Could you tell me why it can’t large than 8192?
I think it’s as simple as a hardware limitation. However, I think the maximum number of registers per block depends on the compute capability that you are using. I’m using 1.3. The maximum number of registers is higher for higher compute capabilities.
But the compiler seems to block the kernel code to use more registers than 8K
Do you mean that this is the maximum number of registers your kernel is using? If so, to allow the compiler to allocate more registers to your kernel you need to lower the number of threads per block that you’re using. Each multiprocessor allocates registers to one thread block at a time but all the threads on a multiprocessor have to share the limited number of registers. This means that the more threads in a thread block then the less registers available to each thread.

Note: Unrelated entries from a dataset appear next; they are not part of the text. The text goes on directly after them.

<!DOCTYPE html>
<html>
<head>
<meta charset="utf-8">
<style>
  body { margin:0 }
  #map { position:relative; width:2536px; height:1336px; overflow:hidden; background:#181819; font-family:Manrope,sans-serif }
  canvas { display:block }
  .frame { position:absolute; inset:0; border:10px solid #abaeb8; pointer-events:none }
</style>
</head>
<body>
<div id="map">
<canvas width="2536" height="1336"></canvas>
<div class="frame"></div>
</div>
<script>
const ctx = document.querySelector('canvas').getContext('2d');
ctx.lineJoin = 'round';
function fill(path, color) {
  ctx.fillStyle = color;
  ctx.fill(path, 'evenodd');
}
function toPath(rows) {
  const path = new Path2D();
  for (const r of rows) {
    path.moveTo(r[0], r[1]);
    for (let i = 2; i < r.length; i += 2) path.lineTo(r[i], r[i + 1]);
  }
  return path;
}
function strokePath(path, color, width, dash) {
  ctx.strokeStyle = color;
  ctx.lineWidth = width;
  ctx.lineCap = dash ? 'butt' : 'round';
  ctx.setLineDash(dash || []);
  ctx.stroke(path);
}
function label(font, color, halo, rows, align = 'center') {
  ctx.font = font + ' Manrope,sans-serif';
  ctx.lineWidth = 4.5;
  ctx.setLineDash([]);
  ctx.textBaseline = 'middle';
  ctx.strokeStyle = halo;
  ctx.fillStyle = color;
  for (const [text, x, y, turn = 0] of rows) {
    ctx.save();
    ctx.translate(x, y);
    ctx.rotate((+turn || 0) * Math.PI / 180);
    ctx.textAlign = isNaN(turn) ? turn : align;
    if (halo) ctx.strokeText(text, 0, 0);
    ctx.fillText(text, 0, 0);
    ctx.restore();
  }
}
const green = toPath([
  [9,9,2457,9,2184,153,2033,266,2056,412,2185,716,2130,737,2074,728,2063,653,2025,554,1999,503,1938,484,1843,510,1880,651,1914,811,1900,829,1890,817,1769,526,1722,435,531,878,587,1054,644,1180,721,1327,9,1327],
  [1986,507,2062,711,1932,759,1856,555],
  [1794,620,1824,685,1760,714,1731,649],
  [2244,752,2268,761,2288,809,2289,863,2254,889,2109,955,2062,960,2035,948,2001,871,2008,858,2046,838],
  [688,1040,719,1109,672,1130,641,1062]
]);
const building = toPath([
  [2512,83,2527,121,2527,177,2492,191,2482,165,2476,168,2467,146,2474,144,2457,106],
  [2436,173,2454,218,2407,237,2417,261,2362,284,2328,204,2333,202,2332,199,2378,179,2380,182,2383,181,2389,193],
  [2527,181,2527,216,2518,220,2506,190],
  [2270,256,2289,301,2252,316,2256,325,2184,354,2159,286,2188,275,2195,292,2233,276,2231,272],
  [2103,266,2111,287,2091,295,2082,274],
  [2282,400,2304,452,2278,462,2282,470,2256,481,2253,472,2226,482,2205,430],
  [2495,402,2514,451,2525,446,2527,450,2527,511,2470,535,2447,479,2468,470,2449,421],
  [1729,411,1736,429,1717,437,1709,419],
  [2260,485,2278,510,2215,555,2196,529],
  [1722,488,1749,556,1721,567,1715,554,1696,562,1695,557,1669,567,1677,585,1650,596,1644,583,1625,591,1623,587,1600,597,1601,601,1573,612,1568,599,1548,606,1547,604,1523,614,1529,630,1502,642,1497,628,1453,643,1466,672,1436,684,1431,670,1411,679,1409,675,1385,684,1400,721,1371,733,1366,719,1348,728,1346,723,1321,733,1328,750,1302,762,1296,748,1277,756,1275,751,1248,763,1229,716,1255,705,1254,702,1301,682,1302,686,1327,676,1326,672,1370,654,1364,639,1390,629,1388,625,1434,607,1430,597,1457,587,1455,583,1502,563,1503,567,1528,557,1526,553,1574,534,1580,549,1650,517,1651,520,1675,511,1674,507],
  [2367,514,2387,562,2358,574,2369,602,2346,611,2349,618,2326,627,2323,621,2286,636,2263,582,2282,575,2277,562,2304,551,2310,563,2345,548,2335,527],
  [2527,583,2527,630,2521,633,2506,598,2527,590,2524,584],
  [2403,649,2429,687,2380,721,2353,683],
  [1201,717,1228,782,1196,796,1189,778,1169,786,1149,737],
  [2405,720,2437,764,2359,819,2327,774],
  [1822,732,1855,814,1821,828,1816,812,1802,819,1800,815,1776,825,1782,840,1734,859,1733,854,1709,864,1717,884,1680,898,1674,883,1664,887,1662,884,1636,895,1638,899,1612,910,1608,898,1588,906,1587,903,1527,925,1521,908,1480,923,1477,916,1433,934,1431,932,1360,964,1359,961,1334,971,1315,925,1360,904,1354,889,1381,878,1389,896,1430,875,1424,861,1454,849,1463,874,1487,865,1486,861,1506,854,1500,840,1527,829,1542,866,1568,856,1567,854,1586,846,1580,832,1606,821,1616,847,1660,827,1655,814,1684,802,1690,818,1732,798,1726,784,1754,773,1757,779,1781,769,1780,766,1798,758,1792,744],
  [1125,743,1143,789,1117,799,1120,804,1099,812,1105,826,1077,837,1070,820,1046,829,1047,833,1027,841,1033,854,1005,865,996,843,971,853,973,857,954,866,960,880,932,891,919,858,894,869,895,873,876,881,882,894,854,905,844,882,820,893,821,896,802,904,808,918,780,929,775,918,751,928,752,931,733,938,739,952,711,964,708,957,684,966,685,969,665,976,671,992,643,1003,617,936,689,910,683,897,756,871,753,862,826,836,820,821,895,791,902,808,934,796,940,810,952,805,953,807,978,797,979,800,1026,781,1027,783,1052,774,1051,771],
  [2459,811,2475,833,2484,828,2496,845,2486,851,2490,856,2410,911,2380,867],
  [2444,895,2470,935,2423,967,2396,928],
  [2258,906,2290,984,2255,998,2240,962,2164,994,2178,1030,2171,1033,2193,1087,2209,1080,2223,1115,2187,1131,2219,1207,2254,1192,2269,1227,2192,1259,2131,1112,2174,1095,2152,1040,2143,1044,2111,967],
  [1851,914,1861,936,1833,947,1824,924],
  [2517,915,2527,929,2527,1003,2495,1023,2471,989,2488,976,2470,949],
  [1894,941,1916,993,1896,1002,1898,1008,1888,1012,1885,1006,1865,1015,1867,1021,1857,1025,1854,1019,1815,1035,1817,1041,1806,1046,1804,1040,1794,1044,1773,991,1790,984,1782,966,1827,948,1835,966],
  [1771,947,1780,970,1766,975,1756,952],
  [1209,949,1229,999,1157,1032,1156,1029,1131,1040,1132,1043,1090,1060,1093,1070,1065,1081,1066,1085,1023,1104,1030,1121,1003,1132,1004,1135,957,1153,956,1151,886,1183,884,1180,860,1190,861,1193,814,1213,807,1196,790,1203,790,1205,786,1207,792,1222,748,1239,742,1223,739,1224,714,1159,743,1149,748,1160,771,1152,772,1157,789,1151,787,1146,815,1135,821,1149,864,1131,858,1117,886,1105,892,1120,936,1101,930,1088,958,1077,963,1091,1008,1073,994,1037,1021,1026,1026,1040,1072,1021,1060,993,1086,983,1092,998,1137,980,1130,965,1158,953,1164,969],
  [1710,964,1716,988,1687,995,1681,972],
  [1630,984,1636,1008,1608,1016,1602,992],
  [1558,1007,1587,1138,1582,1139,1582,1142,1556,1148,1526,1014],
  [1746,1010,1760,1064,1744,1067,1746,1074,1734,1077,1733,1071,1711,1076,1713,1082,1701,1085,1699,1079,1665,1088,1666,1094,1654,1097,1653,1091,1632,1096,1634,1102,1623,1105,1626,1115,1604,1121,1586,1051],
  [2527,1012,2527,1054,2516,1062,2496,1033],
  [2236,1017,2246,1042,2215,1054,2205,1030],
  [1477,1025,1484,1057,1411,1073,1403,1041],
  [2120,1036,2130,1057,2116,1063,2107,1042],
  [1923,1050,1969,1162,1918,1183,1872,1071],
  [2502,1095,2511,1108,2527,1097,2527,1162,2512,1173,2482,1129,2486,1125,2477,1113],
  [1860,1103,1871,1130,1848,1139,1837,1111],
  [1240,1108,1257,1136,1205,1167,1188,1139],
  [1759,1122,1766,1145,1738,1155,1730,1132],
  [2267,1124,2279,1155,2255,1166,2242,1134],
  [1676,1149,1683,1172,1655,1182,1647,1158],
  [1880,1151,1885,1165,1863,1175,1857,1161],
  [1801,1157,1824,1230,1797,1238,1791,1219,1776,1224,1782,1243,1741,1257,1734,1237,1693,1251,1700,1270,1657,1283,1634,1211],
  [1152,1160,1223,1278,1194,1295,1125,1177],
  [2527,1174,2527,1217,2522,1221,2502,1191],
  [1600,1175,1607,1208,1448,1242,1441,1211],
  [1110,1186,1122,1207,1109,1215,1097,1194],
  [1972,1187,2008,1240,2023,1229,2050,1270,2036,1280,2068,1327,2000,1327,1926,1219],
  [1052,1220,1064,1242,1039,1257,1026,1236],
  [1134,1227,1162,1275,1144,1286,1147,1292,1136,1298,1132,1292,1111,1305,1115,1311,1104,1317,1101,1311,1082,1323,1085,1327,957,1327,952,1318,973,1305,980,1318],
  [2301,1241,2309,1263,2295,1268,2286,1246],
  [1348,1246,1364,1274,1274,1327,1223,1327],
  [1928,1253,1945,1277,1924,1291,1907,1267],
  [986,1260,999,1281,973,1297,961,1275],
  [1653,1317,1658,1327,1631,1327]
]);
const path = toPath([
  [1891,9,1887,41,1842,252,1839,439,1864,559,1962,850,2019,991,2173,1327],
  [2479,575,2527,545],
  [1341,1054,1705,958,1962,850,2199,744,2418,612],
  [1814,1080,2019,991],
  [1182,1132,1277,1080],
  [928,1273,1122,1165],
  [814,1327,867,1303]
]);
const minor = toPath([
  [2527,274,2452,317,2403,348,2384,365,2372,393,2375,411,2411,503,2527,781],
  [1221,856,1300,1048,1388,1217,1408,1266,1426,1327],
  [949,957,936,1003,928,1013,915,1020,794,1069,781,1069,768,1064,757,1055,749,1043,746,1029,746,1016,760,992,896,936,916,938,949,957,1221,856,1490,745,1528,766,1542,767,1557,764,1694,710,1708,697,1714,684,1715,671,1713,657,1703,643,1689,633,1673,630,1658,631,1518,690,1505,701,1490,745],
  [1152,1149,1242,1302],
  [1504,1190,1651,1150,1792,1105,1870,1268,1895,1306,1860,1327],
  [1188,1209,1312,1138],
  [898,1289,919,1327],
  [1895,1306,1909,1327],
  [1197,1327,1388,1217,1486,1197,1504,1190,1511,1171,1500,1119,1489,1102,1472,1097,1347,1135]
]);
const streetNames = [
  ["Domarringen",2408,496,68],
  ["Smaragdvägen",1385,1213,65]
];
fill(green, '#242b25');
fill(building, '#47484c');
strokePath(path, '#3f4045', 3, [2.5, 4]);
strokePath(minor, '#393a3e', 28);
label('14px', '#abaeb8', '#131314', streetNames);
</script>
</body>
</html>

However, it’s not always useful to have the maximum number of registers per thread as this means that you limit the number of warps that can execute on a multiprocessor at any one time, which could hinder performance as latency from inactive warps tends not to be hidden. As you can see, it’s quite a complex issue which you should probably read more about. Here’s a link to some documentation you might find useful… the metric is known as occupancy.
I try to convert some small arrays into registers, but results in lower performance.
I think this could be because there aren’t enough registers available to hold your arrays so they’re spilling over to local memory… which essentially is thread private global memory, hence the poor performance could be the latency of fetching the data.
Hope that helps,